--- TASK TO COMPLETE ---
Count the lines below that carry the word "linear". Answer with that number alone.

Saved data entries

● ● ● ●

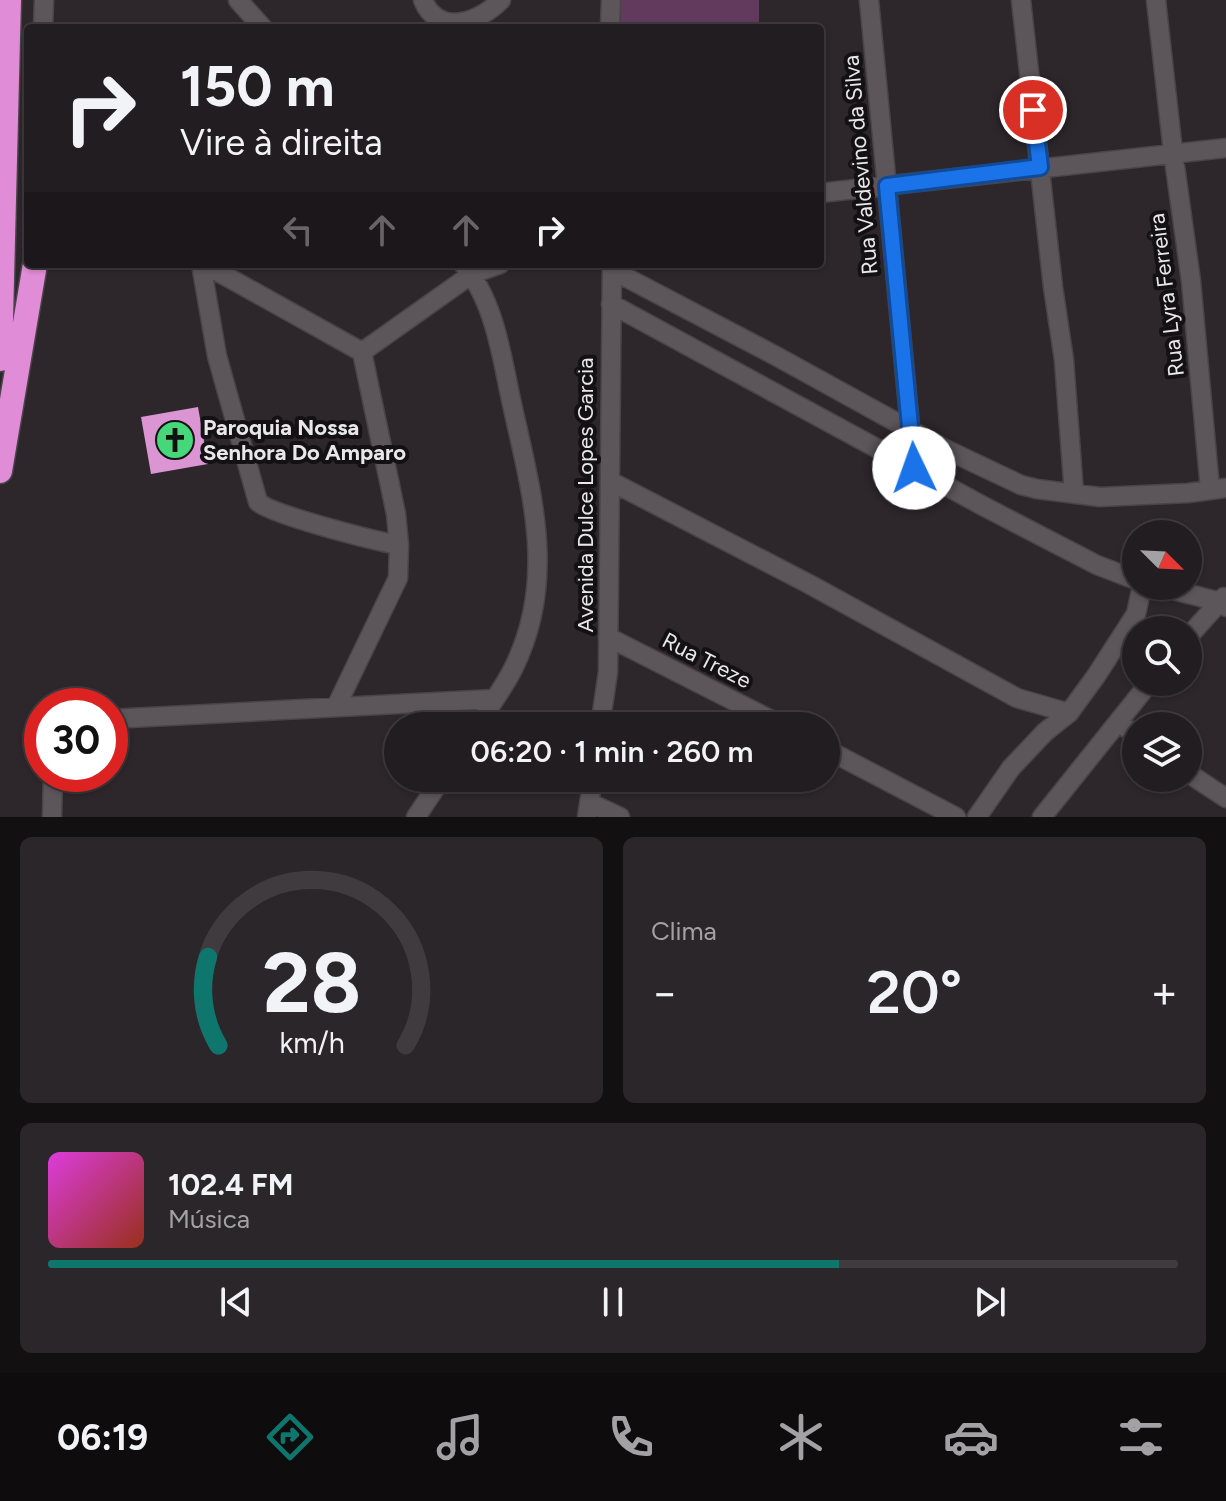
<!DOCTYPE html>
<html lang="pt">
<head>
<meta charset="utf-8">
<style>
	body { margin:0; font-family:Figtree,sans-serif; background:#2a262a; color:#f1f3f6; height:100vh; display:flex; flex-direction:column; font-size:30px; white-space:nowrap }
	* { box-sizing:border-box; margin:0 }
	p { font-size:26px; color:#a2a2a5 }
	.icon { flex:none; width:44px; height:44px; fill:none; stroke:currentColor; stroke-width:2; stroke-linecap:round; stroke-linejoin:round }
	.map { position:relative; height:817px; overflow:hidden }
	.drawer { display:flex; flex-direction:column; gap:20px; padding:20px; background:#131012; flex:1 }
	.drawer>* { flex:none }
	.hud { position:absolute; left:24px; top:24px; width:800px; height:244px; border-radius:8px; box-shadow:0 2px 6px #0004,0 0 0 2px #3f3b3f; background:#221d21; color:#f1f3f6; overflow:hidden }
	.needle { width:52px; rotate:114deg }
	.controls { position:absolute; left:1122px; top:520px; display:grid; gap:16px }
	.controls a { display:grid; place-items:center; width:80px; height:80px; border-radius:50%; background:#221d21; box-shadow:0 2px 6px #0004,0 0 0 2px #3f3b3f; font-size:40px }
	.speed { position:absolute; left:24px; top:688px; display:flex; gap:16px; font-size:40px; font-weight:700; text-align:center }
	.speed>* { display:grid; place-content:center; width:104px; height:104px; border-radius:50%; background:#221d21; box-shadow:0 2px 6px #0004,0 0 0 2px #3f3b3f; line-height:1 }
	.speed .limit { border:12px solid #d22; background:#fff; color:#111 }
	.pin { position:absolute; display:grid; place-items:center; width:68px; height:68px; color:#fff; margin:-34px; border:4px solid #fff; border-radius:50%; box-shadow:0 2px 8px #0007 }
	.me { position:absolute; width:88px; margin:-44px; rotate:357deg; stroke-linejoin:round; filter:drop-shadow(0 0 6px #0008) }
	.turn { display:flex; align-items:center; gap:28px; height:168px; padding:0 24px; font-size:36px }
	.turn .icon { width:104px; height:104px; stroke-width:2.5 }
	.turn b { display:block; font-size:56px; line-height:68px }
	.lanes { display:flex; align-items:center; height:76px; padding:0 24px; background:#0003; justify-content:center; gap:40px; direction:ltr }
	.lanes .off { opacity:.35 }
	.big { font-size:60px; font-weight:600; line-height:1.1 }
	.drawer .card { flex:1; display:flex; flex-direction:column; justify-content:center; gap:12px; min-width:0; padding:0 28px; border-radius:12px; background:#2a262a }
	.drawer .dial { align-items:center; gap:0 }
	.dial svg { height:208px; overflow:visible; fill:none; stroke:#3f3b3f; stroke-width:7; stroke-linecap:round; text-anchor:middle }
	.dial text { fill:#f1f3f6; stroke:none }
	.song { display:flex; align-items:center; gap:24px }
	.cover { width:96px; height:96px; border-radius:12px; background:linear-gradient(135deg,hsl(300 70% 55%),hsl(10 70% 35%)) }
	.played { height:8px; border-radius:4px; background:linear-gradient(90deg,#0f766e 70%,#3f3b3f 70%) }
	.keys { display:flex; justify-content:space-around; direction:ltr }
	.heat { display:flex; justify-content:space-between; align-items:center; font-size:44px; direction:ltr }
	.drawer .tiles { flex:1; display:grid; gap:20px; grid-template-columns:1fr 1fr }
	.card:last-child { grid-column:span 2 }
	.trip { position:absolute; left:384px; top:712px; width:456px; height:80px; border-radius:40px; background:#221d21; box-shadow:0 2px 6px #0004,0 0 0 2px #3f3b3f; font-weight:600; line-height:80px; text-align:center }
	.menu { display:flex; height:128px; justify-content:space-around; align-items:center; background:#0e0c0d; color:#a2a2a5 }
	.menu .icon { width:56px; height:56px }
	.menu .current { color:#0f766e }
	.menu b { font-size:36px; color:#f1f3f6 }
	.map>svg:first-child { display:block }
</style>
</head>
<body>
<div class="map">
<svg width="1226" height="817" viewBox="0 0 1226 817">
	<rect width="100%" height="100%" fill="#2d272c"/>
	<path fill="#623a5d" d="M616 0H759V28H615Z"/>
	<path fill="#db95d2" d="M198 407 208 464 151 474 141 417Z"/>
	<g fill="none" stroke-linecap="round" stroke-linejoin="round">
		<g stroke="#484447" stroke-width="21">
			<path id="minor" d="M238 0 263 28
				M423 0C438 37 479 23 501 0
				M869 0 914 468
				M1021 0 1053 287 1064 360 1074 494
				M1156 0 1173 152 1191 281 1210 489
				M43 28 44 0
				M610 28 611 0
				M820 193 1226 148
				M201 264 217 356 258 502C272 515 375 541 399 545
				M204 264 362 352
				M463 264C493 299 501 351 510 395 530 488 559 577 513 669 503 689 489 707 477 726
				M612 270 776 356 943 448 1021 485 1037 489 1100 497 1188 493 1226 488
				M611 304 985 507 1097 565 1136 580
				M362 352 472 274 500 264
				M610 481 809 584 1017 698 1069 713
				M1158 586 1220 602 1226 607
				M608 637 783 726
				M1188 637 1224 597
				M336 707 398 578 399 545 396 514 362 352
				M110 719 494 699
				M1118 722 1136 735
				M600 726 608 672 612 264
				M826 749 956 817
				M1188 773 1226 798
				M590 803 620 817
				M52 817 53 774
				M416 817 442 778
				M587 817 593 778
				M977 817 1011 768 1045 732 1069 713 1096 676 1136 614 1142 586
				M1042 817 1150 682"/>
		</g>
		<g stroke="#484447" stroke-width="27">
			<path id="highway" d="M0 359 9 0
				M0 471 35 264"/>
		</g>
		<use href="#minor" stroke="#5c565b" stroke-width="18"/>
		<use href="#highway" stroke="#e08cd6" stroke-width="24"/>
	</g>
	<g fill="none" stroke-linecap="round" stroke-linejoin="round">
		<g stroke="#114b97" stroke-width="20">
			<path id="route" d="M914 468 887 186 1040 167 1033 110"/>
		</g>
		<use href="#route" stroke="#1a73e8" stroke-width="14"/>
	</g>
	<defs>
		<g id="church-disc" transform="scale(2)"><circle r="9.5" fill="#46d77a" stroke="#131113"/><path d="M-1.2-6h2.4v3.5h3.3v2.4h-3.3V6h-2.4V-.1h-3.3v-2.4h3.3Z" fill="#111"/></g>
	</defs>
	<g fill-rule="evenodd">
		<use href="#church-disc" x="175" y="440"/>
	</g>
	<g text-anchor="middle" stroke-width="8" stroke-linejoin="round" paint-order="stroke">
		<g font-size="22" fill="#eae7ea" stroke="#131113">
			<text transform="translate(860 165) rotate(-95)" y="8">Rua Valdevino da Silva</text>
			<text transform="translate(1166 295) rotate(-97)" y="8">Rua Lyra Ferreira</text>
			<text transform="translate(585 495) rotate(-90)" y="8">Avenida Dulce Lopes Garcia</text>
			<text transform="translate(707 660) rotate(27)" y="8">Rua Treze</text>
		</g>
		<g font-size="22" font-weight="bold" fill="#eae7ea" stroke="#131113" text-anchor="start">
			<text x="203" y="435">Paroquia Nossa<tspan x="203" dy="25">Senhora Do Amparo</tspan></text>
		</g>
	</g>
</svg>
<div class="controls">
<a><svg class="needle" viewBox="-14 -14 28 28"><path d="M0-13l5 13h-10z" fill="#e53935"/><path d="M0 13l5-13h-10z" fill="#a2a2a5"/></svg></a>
<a><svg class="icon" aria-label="search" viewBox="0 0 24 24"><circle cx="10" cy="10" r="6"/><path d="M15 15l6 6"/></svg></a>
<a><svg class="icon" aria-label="layers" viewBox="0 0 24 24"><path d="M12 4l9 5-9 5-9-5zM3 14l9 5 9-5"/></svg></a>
</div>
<div class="speed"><div class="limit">30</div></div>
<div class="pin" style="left:1033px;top:110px;background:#d93025"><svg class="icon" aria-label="arrive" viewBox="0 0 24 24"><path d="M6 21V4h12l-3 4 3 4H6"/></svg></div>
<svg class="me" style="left:914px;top:468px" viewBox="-20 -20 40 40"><circle r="19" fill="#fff"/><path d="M0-13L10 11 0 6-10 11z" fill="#1a73e8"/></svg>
<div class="trip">06:20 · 1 min · 260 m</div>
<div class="hud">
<div class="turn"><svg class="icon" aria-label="right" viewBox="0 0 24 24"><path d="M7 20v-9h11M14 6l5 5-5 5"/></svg><div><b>150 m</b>Vire à direita</div></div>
<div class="lanes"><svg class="icon off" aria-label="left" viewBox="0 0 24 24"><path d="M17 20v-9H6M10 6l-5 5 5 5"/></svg><svg class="icon off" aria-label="ahead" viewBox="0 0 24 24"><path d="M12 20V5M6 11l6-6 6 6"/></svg><svg class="icon off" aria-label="ahead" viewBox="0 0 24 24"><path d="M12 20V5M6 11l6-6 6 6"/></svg><svg class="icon" aria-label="right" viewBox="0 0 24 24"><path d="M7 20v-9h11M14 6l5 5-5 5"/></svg></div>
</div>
</div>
<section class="drawer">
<div class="tiles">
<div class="card dial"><svg viewBox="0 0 100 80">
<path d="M14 69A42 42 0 1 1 86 69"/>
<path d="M14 69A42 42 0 0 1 10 35" stroke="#0f766e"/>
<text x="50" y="56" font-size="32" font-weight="700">28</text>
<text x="50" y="72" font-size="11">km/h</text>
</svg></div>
<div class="card"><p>Clima</p>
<div class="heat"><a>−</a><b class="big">20°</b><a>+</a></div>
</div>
<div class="card">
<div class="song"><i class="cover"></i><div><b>102.4 FM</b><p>Música</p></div></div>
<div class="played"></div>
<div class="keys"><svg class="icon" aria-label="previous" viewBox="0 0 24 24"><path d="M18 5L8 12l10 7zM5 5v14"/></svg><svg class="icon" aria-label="pause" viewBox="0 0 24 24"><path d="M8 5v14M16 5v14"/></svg><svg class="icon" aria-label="next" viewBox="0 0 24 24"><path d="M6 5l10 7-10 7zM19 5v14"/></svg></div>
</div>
</div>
</section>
<nav class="menu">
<b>06:19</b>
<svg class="icon current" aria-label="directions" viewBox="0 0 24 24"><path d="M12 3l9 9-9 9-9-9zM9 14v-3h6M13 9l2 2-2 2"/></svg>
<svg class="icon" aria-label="music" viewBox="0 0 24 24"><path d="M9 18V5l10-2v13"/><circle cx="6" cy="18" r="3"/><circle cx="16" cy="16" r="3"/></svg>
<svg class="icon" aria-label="phone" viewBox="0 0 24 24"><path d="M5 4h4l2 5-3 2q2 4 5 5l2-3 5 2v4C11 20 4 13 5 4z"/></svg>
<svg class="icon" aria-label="climate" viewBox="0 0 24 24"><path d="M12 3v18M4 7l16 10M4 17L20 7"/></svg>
<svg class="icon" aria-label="car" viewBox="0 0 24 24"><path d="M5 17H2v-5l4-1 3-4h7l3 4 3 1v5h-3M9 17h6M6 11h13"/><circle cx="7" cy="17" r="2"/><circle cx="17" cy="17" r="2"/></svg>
<svg class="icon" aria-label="filters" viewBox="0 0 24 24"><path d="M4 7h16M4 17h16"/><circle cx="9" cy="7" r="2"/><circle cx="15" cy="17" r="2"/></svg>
</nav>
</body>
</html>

● ● ● ●

--- YOUR SOLUTION ---
2